The purpose of our investigation was to determine whether early ocular growth and refractive development was regulated by visual feedback in infant monkeys. Specifically, we examined the ability of infant monkeys to compensate for optically induced changes in the eye's refractive state and to recover from experimentally induced refractive errors. For moderate-powered anisometropic lenses, infants exhibited differential interocular axial growth rates that reduced the lens-induced refractive imbalance between the two eyes. Infants treated with equal-powered lenses over both eyes also showed compensating growth. For lens powers between approximately -3 and +6 D, the resulting refractive-error changes, which were primarily due to alterations in vitreous chamber growth rates, were well correlated with the effective refractive state produced by the treatment lenses.
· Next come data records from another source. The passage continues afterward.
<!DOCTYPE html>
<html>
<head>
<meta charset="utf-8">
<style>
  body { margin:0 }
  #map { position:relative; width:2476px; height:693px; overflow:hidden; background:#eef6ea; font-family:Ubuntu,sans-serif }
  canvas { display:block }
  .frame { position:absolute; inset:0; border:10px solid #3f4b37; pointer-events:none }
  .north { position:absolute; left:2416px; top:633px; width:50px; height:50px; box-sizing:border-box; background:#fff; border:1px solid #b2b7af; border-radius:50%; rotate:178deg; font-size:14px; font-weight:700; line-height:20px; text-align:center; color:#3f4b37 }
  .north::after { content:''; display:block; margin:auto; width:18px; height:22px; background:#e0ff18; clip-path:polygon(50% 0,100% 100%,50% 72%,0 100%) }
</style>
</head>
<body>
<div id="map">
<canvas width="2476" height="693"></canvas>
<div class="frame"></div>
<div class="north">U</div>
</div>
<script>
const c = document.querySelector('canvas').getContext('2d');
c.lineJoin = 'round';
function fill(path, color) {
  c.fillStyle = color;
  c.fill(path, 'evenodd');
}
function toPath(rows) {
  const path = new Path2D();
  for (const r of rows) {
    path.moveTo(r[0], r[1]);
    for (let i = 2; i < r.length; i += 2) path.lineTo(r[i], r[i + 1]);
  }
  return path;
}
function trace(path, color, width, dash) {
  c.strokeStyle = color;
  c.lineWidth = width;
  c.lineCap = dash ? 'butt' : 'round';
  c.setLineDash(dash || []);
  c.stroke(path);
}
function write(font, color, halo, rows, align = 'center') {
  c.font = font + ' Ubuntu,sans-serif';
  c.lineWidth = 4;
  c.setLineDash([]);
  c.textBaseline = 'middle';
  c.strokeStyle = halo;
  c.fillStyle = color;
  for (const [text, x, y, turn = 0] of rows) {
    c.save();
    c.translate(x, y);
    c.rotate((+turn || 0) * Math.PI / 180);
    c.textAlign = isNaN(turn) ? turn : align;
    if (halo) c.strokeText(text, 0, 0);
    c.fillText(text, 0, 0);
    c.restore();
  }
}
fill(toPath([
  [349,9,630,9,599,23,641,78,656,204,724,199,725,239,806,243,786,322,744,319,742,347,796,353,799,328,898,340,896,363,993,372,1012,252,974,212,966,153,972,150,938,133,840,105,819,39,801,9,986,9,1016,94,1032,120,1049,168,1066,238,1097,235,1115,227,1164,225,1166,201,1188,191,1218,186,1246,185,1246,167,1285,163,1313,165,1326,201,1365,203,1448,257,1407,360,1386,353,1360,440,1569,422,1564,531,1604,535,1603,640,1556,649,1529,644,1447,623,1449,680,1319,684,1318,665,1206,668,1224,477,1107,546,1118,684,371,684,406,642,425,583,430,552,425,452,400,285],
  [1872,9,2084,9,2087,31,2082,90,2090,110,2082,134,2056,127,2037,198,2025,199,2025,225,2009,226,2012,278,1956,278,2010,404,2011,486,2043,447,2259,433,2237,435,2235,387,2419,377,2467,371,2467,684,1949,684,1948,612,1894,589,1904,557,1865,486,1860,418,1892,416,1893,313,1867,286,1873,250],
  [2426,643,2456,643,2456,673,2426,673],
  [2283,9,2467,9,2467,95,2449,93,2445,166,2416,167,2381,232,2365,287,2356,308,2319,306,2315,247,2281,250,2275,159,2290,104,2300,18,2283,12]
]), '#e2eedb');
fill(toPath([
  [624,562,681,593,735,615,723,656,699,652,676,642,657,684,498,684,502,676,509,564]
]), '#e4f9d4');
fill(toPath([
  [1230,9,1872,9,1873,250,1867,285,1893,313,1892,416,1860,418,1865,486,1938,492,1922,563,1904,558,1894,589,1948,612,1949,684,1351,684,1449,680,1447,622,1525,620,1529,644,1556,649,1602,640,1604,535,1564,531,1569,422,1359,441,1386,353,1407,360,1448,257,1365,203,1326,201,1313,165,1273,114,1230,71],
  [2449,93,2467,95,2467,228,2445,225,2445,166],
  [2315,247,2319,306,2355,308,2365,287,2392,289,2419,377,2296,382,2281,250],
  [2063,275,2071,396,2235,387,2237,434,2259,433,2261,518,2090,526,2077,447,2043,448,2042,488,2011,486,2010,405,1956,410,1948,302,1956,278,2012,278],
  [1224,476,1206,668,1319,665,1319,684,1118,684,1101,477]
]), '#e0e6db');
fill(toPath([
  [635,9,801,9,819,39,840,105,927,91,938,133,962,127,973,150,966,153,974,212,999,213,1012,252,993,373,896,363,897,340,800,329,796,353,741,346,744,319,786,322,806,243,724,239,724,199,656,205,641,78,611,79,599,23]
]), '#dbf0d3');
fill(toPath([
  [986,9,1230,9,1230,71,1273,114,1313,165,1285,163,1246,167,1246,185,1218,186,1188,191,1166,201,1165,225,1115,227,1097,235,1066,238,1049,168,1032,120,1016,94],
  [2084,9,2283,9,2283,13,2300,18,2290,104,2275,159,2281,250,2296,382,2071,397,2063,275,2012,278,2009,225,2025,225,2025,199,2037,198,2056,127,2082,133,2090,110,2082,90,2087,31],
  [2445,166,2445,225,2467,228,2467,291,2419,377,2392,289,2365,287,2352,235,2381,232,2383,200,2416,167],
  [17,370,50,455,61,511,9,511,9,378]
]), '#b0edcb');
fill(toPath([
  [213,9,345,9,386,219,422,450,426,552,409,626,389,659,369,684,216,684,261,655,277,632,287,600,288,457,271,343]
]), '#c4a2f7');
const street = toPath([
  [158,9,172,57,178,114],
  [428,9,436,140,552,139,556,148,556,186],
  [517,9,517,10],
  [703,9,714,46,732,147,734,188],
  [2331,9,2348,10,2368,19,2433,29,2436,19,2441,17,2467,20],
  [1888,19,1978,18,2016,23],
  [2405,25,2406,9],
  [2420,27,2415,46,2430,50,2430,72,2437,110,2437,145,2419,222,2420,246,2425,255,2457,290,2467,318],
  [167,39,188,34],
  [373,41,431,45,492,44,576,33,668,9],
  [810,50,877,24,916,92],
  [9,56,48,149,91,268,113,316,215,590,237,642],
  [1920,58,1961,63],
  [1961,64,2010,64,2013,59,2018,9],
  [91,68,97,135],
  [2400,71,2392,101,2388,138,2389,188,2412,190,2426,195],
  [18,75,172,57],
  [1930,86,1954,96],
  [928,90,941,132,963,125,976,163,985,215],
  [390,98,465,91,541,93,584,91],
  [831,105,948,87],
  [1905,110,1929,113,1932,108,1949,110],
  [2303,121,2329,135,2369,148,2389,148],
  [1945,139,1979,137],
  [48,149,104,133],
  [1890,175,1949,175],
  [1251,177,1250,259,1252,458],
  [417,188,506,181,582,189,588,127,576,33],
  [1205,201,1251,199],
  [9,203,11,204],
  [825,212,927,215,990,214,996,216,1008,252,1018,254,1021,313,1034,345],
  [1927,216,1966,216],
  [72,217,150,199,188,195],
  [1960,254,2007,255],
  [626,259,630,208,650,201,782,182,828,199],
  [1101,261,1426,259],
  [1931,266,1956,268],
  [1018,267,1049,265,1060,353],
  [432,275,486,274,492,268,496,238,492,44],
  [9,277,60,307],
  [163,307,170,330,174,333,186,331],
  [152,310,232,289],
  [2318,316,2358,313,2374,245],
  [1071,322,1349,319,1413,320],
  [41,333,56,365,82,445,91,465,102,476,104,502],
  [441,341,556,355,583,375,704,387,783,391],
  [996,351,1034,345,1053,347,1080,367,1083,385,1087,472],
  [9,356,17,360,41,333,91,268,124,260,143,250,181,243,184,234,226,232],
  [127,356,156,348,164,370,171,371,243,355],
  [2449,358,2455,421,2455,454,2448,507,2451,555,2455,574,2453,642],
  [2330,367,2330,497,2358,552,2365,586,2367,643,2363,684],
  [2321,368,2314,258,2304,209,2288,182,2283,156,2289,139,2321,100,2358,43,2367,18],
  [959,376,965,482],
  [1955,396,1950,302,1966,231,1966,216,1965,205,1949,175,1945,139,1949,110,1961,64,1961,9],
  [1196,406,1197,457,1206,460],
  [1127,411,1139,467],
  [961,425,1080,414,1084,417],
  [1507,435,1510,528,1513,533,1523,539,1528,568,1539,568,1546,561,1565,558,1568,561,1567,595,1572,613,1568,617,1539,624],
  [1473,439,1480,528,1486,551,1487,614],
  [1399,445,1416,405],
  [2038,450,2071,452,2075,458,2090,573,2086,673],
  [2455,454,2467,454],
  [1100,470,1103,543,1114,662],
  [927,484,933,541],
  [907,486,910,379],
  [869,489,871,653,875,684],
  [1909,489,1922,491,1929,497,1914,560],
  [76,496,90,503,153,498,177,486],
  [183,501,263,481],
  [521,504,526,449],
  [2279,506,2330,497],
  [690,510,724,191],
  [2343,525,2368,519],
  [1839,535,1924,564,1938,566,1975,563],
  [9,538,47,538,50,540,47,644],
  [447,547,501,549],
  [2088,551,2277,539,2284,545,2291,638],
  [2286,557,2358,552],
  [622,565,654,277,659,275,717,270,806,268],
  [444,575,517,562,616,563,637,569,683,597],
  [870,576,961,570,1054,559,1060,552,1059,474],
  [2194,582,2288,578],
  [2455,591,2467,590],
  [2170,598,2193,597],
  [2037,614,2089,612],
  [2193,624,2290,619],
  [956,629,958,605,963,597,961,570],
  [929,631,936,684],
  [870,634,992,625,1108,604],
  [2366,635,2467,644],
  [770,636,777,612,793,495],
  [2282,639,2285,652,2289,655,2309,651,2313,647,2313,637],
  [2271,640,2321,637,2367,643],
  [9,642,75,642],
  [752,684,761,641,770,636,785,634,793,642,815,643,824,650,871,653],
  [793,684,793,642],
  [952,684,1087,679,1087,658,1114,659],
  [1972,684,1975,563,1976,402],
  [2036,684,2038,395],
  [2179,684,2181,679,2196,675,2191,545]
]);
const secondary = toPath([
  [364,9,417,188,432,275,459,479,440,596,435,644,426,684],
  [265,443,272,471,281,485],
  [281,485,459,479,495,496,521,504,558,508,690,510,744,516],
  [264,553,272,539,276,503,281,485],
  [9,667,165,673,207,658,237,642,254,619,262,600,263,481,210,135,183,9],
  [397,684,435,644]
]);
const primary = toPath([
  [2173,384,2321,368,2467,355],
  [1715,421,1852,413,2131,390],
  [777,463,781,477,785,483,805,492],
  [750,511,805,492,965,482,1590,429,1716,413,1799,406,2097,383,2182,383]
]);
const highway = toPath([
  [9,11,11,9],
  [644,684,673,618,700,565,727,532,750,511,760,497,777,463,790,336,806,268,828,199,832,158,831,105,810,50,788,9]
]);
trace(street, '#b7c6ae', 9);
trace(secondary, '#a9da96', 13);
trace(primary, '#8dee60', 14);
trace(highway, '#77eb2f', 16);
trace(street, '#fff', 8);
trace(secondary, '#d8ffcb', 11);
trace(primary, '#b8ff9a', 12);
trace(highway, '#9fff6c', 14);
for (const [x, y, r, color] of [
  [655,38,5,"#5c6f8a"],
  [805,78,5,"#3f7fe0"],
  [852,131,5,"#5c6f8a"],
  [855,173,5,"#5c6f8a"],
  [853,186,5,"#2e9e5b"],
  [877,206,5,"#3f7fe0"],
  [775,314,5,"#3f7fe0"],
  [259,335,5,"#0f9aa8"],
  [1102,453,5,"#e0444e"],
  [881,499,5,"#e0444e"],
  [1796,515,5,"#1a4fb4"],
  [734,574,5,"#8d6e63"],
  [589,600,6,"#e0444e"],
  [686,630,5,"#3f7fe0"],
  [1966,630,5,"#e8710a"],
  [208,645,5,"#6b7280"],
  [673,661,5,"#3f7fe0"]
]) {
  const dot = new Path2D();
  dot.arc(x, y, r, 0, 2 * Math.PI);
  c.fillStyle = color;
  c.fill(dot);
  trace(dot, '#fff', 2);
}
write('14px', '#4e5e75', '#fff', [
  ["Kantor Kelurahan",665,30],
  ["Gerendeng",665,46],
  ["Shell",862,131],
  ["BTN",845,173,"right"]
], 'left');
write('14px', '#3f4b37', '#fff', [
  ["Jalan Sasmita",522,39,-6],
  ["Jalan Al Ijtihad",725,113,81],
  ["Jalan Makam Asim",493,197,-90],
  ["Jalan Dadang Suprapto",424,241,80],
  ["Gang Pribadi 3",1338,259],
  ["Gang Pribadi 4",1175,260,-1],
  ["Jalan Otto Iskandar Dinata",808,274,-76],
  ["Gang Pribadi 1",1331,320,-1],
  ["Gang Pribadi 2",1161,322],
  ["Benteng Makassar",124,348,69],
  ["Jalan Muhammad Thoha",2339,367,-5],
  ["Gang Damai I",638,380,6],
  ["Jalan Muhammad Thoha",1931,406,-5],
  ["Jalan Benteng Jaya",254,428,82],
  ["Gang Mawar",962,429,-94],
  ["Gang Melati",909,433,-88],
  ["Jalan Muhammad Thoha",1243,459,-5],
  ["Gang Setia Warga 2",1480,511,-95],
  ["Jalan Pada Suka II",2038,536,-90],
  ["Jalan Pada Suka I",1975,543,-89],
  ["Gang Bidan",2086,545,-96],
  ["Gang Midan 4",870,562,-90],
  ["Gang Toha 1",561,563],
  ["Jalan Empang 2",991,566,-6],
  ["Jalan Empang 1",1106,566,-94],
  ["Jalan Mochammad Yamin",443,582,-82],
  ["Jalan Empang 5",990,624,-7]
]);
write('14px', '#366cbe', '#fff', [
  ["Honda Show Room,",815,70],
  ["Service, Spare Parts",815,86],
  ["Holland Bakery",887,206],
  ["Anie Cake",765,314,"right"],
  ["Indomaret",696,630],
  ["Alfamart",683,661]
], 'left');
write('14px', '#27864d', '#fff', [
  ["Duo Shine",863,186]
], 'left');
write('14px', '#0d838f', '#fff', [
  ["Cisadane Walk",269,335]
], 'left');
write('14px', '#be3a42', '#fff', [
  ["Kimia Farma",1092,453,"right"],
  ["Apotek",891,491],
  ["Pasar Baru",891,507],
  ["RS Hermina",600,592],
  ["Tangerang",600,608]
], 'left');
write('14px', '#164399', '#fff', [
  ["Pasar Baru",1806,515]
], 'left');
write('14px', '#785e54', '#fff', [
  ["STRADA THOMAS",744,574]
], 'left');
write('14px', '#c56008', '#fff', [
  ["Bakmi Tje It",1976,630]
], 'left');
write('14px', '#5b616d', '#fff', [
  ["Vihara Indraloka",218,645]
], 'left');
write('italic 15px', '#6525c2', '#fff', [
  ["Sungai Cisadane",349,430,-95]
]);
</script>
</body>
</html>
When the stimulus for altered eye growth was removed and the infants were provided unrestricted vision, monkey eyes consistently grew toward emmetropia. The remarkable degree of adaptability exhibited by the eyes of infant monkeys demonstrates that emmetropization in this higher primate is an active process that is regulated on a continuous basis by optical defocus. Consequently, early in life spectacle lenses by changing the eye's effective focus can predictably alter ocular growth and the refractive status of one or both eyes.